Ich war erschöpft, weil ich ständig meinen Wert unter Beweis stellen, sexistische Bemerkungen ignorieren und ein Arbeitsleben bewältigen musste, das praktisch nicht vorhanden war.
Jeder Tag war ein Kampf mit sinnlosen Routinen und Abenden, an denen ich versuchte, wenigstens ein Mindestmaß an Normalität wiederzuerlangen. Ich war geistig und körperlich erschöpft, kämpfte mit chronischer Müdigkeit, Stress und dem Druck, immer die Beste sein zu müssen. Irgendwann wurde mir klar, dass ich nicht länger so tun konnte, als ob sich das alles lohnen würde. Ich musste einen Weg finden, die Kontrolle über mein Leben zurückzuerlangen und wieder zu entdecken, wer ich wirklich war, nachdem ich die Unternehmensuniform abgelegt hatte.

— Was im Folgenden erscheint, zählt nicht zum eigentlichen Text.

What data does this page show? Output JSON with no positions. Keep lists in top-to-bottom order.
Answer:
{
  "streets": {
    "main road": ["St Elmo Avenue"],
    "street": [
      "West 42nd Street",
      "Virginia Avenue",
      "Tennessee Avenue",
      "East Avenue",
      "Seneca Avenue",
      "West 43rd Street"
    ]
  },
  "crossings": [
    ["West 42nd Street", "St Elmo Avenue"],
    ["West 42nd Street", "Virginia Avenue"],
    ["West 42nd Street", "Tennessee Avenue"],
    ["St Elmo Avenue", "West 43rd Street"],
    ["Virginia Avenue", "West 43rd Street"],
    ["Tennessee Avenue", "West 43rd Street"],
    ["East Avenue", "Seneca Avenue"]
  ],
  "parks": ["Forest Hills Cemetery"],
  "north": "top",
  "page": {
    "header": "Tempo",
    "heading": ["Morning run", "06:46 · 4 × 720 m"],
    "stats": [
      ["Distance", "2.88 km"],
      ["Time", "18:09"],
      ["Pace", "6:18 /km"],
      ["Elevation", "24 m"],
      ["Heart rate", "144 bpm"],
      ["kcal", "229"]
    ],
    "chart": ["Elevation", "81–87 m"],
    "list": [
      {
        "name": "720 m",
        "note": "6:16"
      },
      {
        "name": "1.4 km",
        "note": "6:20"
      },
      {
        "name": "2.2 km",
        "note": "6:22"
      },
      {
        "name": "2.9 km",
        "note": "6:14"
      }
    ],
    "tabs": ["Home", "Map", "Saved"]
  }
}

Ich wollte endlich nach meinen eigenen Regeln spielen, und trotz meiner früheren Misserfolge beschloss ich, die Phase der Arbeit in den Bädern zu beenden und gemeinsam mit meinem Mann unsere Marken wie VEGESKLEP und PKUSKLEP mit gesunden Lebensmitteln, Apotheken und Blumengeschäften sowie Immobiliengeschäften zu entwickeln. Jetzt widme ich den größten Teil meiner Zeit und Energie der Humanosh Foundation, deren Mitbegründerin und Vorstandsvorsitzende ich bin, was mir die volle Lebenserfüllung gibt. Hier schließt sich der Kreis der Geschichte. Als wir kurz nach der Gründung der Stiftung dank unserer Japanischkenntnisse, die zwar nicht mehr so fließend sind wie damals, als wir uns stundenlang über Walesa unterhielten, japanische Spender gewinnen konnten, die viel eher bereit waren, Japanisch als Englisch zu sprechen.
Der Hahn, der sich an meiner Bewirtschaftung des Blaubeerfeldes gestört hat, wurde übrigens bis heute von niemandem gefunden.